Within the data below, copy each line where the string "Зелёная" is found.
##### Exercise material #####
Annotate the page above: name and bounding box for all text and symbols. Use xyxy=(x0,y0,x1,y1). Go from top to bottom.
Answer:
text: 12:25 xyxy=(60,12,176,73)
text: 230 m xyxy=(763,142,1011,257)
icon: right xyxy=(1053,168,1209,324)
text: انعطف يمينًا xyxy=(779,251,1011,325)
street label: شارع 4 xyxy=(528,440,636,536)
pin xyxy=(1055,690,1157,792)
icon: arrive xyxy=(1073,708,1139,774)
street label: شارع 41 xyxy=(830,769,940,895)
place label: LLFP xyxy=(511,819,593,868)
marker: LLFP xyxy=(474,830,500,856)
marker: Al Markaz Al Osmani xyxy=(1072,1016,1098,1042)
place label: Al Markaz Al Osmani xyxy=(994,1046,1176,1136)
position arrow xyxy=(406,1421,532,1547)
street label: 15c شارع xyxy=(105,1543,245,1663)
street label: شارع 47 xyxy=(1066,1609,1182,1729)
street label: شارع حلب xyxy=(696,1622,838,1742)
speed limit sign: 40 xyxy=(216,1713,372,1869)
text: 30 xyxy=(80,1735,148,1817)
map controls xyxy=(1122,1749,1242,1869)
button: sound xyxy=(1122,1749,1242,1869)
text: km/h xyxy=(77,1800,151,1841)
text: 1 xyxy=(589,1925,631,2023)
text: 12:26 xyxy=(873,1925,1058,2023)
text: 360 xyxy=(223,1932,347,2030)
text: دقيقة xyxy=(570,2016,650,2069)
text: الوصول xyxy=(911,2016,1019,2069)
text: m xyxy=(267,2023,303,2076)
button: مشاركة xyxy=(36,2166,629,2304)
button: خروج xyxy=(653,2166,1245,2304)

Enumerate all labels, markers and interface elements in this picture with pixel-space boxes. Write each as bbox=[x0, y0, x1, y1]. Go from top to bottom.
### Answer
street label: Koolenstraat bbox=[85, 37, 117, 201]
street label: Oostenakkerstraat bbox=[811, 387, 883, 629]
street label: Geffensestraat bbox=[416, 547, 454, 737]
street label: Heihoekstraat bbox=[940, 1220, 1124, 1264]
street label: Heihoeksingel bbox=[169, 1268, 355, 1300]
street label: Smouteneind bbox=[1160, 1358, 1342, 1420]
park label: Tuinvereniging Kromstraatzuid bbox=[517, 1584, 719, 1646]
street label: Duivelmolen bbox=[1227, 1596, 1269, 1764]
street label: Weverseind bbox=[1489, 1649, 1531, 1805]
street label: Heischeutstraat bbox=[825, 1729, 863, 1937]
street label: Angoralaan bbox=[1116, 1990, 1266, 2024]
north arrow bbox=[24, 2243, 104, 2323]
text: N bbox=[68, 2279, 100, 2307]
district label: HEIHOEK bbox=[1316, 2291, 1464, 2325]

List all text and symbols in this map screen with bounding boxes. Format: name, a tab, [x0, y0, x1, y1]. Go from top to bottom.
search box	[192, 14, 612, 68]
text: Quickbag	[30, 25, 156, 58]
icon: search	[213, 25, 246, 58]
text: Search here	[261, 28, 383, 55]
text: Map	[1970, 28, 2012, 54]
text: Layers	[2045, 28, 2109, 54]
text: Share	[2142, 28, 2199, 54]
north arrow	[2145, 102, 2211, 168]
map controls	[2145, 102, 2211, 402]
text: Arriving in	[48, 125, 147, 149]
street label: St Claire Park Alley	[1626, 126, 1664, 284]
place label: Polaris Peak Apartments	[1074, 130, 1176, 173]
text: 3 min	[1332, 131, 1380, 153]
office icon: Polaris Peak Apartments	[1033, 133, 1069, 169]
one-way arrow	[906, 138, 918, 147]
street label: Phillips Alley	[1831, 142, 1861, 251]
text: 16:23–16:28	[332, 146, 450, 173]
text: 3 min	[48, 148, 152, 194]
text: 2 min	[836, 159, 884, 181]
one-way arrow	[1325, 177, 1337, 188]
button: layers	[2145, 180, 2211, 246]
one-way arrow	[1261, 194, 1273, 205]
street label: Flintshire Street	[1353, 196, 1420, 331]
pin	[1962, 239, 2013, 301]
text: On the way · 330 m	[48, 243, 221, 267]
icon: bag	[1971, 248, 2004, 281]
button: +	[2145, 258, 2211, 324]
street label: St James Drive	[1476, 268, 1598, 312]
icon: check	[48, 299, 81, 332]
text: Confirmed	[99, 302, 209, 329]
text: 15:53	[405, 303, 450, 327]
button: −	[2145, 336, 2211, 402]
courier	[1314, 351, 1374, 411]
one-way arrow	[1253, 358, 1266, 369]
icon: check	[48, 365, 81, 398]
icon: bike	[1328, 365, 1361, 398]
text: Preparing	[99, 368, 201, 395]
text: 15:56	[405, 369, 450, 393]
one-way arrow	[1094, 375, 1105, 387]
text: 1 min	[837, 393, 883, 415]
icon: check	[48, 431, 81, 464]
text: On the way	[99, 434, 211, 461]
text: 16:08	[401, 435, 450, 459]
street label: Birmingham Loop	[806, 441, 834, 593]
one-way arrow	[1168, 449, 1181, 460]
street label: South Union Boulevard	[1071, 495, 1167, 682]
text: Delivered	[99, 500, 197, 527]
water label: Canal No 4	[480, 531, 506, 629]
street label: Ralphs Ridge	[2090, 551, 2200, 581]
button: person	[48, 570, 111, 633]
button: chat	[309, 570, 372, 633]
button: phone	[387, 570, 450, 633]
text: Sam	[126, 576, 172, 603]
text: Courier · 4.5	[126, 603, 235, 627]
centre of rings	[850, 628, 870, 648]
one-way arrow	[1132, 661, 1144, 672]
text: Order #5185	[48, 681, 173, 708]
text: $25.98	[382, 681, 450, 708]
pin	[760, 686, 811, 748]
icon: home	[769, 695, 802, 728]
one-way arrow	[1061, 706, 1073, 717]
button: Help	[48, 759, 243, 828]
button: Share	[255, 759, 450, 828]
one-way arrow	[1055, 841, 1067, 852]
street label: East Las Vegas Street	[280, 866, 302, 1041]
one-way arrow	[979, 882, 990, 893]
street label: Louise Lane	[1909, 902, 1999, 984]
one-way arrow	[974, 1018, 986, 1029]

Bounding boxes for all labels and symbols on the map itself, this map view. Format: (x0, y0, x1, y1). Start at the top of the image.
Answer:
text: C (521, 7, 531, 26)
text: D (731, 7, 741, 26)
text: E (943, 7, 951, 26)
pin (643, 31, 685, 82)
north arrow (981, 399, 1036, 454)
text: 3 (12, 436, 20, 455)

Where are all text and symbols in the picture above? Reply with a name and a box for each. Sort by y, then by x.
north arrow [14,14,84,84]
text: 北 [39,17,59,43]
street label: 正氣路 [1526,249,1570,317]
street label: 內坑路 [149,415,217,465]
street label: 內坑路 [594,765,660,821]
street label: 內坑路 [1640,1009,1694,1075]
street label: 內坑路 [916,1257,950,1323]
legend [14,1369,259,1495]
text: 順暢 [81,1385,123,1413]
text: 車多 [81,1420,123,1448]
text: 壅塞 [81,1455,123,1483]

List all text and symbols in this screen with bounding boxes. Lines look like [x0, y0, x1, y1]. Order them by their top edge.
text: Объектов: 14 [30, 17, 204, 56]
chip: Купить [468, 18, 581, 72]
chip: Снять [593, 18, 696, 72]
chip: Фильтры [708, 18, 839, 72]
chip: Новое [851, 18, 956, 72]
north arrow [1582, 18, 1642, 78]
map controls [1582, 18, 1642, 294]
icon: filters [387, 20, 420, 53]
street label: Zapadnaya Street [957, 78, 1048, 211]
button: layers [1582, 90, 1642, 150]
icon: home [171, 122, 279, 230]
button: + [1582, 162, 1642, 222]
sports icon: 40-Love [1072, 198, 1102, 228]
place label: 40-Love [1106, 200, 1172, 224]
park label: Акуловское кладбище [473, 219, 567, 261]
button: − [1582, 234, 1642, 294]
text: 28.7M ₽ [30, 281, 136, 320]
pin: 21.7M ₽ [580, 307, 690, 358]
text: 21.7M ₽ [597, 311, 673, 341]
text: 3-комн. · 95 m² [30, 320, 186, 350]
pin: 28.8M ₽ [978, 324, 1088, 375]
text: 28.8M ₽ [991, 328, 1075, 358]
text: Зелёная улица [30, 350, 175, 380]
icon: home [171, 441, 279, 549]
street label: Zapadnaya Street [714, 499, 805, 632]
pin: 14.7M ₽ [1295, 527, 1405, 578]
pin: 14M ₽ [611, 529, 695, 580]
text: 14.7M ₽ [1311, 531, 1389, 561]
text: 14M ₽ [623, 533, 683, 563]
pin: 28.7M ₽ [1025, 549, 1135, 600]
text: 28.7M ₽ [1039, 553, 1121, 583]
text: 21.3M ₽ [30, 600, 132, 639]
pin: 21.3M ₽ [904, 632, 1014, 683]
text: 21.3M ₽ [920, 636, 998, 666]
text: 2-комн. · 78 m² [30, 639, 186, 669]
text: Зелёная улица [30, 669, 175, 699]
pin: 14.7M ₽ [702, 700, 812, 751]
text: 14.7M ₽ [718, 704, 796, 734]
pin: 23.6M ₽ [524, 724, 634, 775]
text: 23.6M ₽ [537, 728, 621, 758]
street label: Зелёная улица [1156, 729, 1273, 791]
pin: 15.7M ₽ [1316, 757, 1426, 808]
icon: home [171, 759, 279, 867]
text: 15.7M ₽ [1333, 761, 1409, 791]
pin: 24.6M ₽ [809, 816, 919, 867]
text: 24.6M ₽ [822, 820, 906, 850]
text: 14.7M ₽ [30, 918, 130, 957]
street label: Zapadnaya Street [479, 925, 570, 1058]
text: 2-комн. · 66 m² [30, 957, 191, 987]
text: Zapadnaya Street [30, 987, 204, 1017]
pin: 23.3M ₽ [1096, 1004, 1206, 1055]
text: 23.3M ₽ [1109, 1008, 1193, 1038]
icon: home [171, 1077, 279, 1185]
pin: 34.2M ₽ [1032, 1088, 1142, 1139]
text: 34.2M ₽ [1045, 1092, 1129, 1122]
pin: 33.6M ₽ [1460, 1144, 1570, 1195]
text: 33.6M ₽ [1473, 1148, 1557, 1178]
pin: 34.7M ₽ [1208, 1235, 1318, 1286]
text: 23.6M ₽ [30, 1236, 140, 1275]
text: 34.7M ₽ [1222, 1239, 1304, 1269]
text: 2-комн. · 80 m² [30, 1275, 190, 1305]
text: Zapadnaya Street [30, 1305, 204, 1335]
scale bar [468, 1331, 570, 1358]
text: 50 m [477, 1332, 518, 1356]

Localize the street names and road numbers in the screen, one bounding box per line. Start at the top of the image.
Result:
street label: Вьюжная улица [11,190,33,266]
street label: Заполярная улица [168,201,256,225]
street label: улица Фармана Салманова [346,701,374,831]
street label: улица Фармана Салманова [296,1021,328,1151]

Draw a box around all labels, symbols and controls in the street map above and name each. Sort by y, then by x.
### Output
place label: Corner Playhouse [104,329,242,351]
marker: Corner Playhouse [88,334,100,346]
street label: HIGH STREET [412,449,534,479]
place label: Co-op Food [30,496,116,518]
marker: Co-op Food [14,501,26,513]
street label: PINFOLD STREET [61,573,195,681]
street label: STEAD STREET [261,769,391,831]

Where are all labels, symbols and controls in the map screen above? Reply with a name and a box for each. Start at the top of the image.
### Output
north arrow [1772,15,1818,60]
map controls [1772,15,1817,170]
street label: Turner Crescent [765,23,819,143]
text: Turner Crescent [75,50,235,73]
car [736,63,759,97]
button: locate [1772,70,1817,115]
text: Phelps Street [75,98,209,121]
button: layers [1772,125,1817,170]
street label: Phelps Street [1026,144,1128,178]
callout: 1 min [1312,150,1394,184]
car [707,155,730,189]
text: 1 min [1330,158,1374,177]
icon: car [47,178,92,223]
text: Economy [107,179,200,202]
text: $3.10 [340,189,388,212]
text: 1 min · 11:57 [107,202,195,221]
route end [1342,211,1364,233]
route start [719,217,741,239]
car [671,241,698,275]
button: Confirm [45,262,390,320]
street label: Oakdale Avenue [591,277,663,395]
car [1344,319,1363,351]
#####
Expected output
text: Зелёная улица [30, 350, 175, 380]
text: Зелёная улица [30, 669, 175, 699]
street label: Зелёная улица [1156, 729, 1273, 791]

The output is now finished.